Out of one of the largest cages, Michelle Price pulled a snake that was more than a foot long. Its scales shimmered a silvery-purple as she held the reptile, wrapped around her hand, to show students at Woodland Elementary School.
“She’s using her tongue to smell,” Price told the students as the snake’s head weaved around with its tongue poking in and out. “She’s smelling the first-graders saying, ‘Do I like first-graders?’”
The snake was one of the creatures Rebecca Olsen’s first-grade class was shown Thursday morning as they learned about omnivores, carnivores, herbivores and how they all fit into the web of life at a special lesson by Price from Science on the Go, a mobile program that gives hands-on science lessons to students around Southern California.
“When we’re looking at animals, it’s really important for us to figure out where they fit on the food chain,” Price said.

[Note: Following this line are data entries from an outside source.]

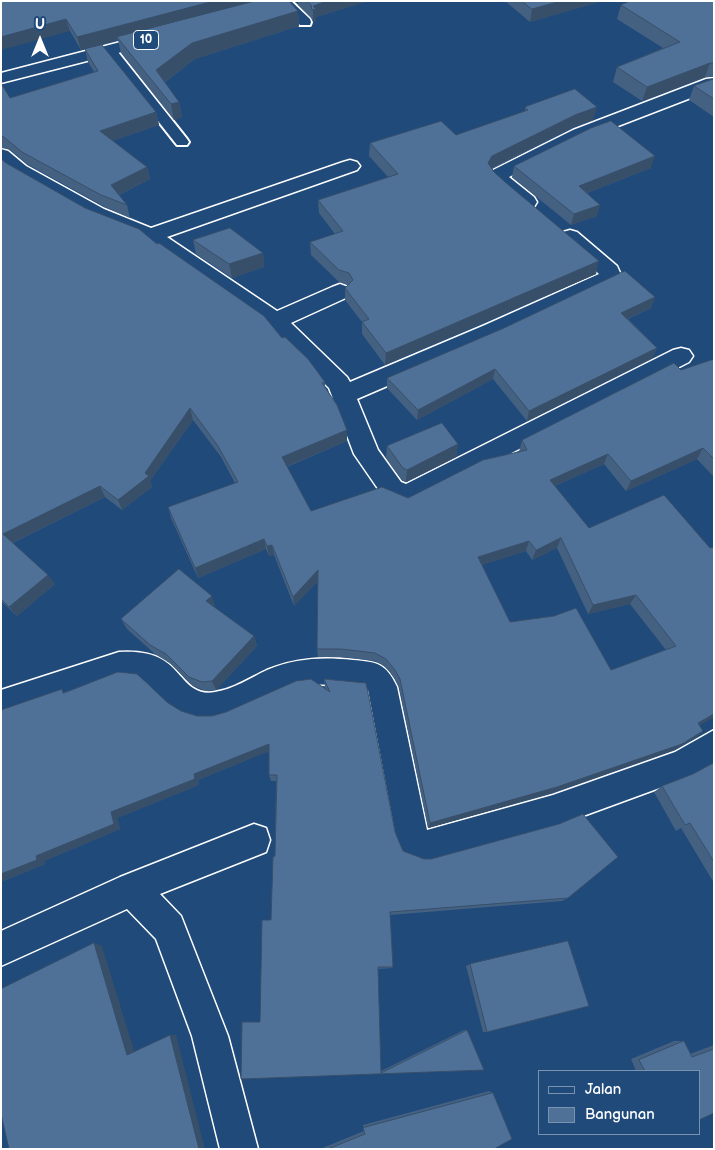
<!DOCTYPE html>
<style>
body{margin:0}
#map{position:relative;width:715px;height:1150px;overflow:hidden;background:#1f4a7a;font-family:"Balsamiq Sans",sans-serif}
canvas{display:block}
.frame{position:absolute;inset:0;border:2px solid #fff;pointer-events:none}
.legend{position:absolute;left:538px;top:1070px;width:162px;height:65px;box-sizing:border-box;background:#1f4a7a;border:1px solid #7992af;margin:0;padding:6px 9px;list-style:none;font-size:15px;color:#fff}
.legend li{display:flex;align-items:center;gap:10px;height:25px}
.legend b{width:25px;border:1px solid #7992af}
.north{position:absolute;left:15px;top:15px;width:50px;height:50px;-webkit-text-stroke:4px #1f4a7a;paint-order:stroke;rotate:0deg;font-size:14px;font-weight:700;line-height:20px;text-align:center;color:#fff}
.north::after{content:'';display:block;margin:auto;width:18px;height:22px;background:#fff;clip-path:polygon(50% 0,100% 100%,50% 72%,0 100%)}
</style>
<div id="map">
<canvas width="715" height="1150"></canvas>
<div class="frame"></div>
<ul class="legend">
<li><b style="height:6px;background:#1f4a7a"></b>Jalan</li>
<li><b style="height:14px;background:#507197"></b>Bangunan</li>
</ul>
<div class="north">U</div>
</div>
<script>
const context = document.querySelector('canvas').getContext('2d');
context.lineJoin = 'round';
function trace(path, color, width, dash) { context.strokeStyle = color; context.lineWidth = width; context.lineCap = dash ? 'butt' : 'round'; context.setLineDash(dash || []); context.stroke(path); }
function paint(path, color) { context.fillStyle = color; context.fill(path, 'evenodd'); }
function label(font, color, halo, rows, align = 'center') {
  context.font = font + ' "Balsamiq Sans",sans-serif'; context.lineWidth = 5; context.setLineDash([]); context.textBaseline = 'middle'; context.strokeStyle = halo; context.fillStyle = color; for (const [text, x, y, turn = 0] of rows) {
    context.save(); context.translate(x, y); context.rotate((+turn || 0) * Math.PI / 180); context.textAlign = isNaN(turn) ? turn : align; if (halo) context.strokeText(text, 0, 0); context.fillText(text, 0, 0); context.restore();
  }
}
const lane = new Path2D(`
 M281 1H291L310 19 311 22 310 25H300L282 6Z
 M109 46 114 47 187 139 189 142 187 145H177L102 50Z`);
const street = new Path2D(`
 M714 78V89L587 138 509 177 534 197 537 202 534 207C519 211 499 193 490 180L488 175 491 171 573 130 706 79Z
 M1 149 8 151 26 166 104 209 151 228 343 162 350 160 357 162 360 166 357 170 167 237 277 311 332 287 340 284 348 287 351 292 348 297 291 323 347 377 350 382 485 325 599 274 560 237 563 232 570 230 577 232 617 266 622 277 619 282 501 337 357 399 378 450 401 482 406 484 673 350 681 348 689 350 693 356 689 362 406 507 383 496 354 454 329 388 267 327 143 240 90 219 12 174 1 165Z
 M119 652C134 651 150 652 163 660 183 672 188 697 215 692 234 689 250 678 267 670 296 658 322 657 353 660 377 662 386 663 397 687L427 830 553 795 675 752 714 730V763L684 779 553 827 429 862H423L403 854 396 837 368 690 365 688C343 686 319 682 297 687 260 696 225 735 186 717 168 709 158 692 143 680L119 678 1 718V690Z
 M254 824 266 828 270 840 266 852 160 894 181 916 228 1036 258 1149H220L192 1036 156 939 127 909 1 966V931L120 877Z`);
const highway = new Path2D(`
 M155 33 161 34 163 38 161 42 1 83V73Z`);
trace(lane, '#fff', 4);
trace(street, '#fff', 3);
trace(highway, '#fff', 3);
paint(lane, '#1f4a7a');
paint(street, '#1f4a7a');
paint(highway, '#1f4a7a');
paint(new Path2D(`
 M1 1 298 11 299 26 195 59 165 82 179 102 182 117 174 120 121 53 118 40 81 50 70 31Z
 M298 1H368L316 17V21L313 22 311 18 298 5Z
 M505 1H602L530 22Z
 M714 1V77H705L642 101 613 82 617 67 663 48 617 19 621 5Z
 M85 49 156 112 159 125 112 141 147 167 150 179 119 195 127 205 130 218 105 207 27 164 9 149 1 148V83L10 98 94 72 88 62Z
 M714 79V117L689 100 694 86Z
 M525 107 593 120 572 128 492 169 494 172 596 274 385 365 362 334V322L345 300V288L348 285 339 282 311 255 310 242 335 234 319 213 318 200 388 177 369 156 370 143 456 135 525 111Z
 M1 159 6 163 85 208 157 244 282 338 325 382V388L347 430V441L287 467 311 511 408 498 519 452 522 440 681 370 714 359V477L697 459 626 491 604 464 555 486 589 528 710 548 714 547V717L699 725 703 731 695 738 674 750 552 793 428 828 399 687 394 678 386 667 375 661 342 657H318L317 649 318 581 294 606 274 555 269 556 266 549 198 578 171 518 168 507 235 483 221 457 193 420 150 481 152 487 122 510 105 497 13 543 55 584 17 616 1 601ZM557 548 588 614 630 604 666 650 611 670 510 622 481 565 526 551 532 560Z
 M514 166 651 168 587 193 597 216 571 225 512 177Z
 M193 240 263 253 264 267 232 278 196 254Z
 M655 297 651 308 628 319 657 348 652 358 527 421 493 379 417 420 387 388V378Z
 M458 444 456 457 406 482 402 480 386 458 387 446Z
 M215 606 214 607 254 636 257 646 216 690 206 691 193 686 171 664 155 654 127 629 121 619Z
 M324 679 403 851 424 859 568 898 562 901 390 915 393 967 392 968 378 969 381 1071 464 1030H467L484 1070 241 1079 260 1022 271 920 275 856 276 781H271L269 775V751L198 780 199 785 117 818 120 829 44 861 45 864 1 882V710L65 692 168 703 181 711 197 716H212L326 690 325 687Z
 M714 763V883L681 828 676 831 654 792 662 786 693 774Z
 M470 964 487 1032H483L466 966Z
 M674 1041H684L690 1054 714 1045V1113L699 1071H636L631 1059Z
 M489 1091 493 1093 494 1149H320L364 1131 363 1125Z`), '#456182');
paint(new Path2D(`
 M214 1H263L117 37 118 40 81 50 77 37Z
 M327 1H368L316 17V21L313 22V6Z
 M561 1H602L530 22 532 9Z
 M298 11 299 26 195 59 159 86 156 70 192 43Z
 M66 19 70 31 1 50V37Z
 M710 63 705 77 642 101 647 87Z
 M179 102 182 117 174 120 171 104Z
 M597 107 593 120 572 128 490 169 488 163 492 156 575 115Z
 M156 112 159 125 103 144 100 131Z
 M655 156 651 168 576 197 579 186Z
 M147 167 150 179 114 197 111 185Z
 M600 205 597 216 571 225 574 214Z
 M263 253 264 267 232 278 229 264Z
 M599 261 596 274 385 365 386 353Z
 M655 297 651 308 618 323 621 313Z
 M657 348 652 358 527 421 529 411Z
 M495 369 493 379 417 420 418 410Z
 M190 408 193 420 150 481 152 487 122 510 118 500 145 473Z
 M347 430V441L283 468 282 457Z
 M458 444 456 457 406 482 407 470Z
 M703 448 697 459 626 491 631 481Z
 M608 454 604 464 546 490 550 480Z
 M100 486 105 497 10 544 3 534Z
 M561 538 557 548 532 560 536 550Z
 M264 539 266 549 198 578 195 568Z
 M529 541 526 551 475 567 478 557Z
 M272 545 274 555 269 556 267 546Z
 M318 570 319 580 294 606 293 597Z
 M48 575 55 584 17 616 9 607Z
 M636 595 630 604 588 614 593 605Z
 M212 596 215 606 210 611 206 601Z
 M254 636 257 646 216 690 212 681Z
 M714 714V717L690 730 698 723Z
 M703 731 695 738 674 750 552 793 428 828 430 823Z
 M269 744 272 750 198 780 199 785 117 818 120 829 44 861 45 864 1 882V874L36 856 111 812 194 774Z
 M94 943 102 946 135 1054 127 1055Z
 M170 1035H176L205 1149H199Z`), '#384f6a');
const building = new Path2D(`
 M1 1H214L77 37 66 19 1 37Z
 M255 1H289L298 11 192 43 156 70 179 102 171 104 117 37Z
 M307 1H327L313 6 316 9 312 10 311 5Z
 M522 1H561L532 9Z
 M630 1H714V63H710L647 87 617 67 680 42 621 5Z
 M102 45 156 112 100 131 147 167 111 185 127 205 101 195 22 152 4 137 1 136V83L10 98 98 71 85 49Z
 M714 79V99L694 86Z
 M575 89 597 107 575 115 492 156 488 163 494 172 505 182 599 261 386 353 362 322 369 319 345 288 353 280 349 273 339 270 310 242 343 231 318 200 398 174 370 143 441 121 456 135 528 110 525 107Z
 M611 121 655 156 579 186 600 205 574 214 514 166 591 128Z
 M1 159 6 163 85 208 139 229 157 244 159 243 264 316 282 338 285 337 308 359 325 382 322 383 337 405 347 430 282 457 311 511 382 487 408 498 483 460 527 450 522 440 674 363 681 370 714 359V459L703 448 631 481 608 454 550 480 589 528 664 495 710 548 714 547V714L698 723 703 731 682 744 557 787 430 823 400 679 395 670 386 659 375 653 341 649H317L318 570 293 597 272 545 267 546 264 539 195 568 168 507 238 482 218 446 190 408 145 473 149 476 118 500 100 486 3 534 48 575 9 607 1 599ZM561 538 593 605 636 595 676 646 611 670 576 608 554 616 510 622 478 557 529 541 536 550Z
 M230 228 263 253 229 264 193 240Z
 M625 271 655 297 621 313 657 348 529 411 495 369 418 410 387 378 504 328Z
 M442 423 458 444 407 470 403 468 387 446Z
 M179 569 212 596 206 601 254 636 212 681 202 682 189 677 166 654 150 645 121 619Z
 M118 672 137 674 168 703 181 711 197 716H212L226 712 296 681 311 679 330 692 324 679 366 683 395 832 403 851 424 859H431L559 824 583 814 618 857 568 898 390 912 393 967H378L381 1073 467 1030 484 1070 241 1079 242 1022H260L262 920H271L273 857 275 856 277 775H269V744L194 774 195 779 111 812 114 824 36 856 37 860 1 874V710L62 689 63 693Z
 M714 763V862L690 823 685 825 662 786 693 774Z
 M568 941 589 1006 487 1032 470 964Z
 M94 943 127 1055 170 1035 199 1149H9L1 1114V989Z
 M684 1041 692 1057 714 1049V1113L699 1120V1071H645L639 1060Z
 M493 1093 512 1139 494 1149H328L365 1134 363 1128Z`);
paint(building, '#507197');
trace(building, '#384f6a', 1);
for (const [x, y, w] of [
 [146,40,25]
]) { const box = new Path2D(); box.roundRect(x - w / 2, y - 9.5, w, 19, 4); context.fillStyle = '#1f4a7a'; context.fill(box); trace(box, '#fff', 1); }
label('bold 12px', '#fff', null, [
 ["10",146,40]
]);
</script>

The soon-to-be second-graders reviewed the difference between mammals and amphibians, learned what every living thing needs (water, oxygen, energy and temperature control) and were given a sneak peek at science lessons to come with the introduction of photosynthesis — a fifth-grade word.
David Vargas, 7, said his favorite part was seeing the snake, and his classmate Lilly Urresti, 7, agreed.
For Lilly, seeing the snake was exciting not scary. She liked seeing the snake and the lesson.
“I thought it was interesting,” she said. “It was interesting about invertebrates.”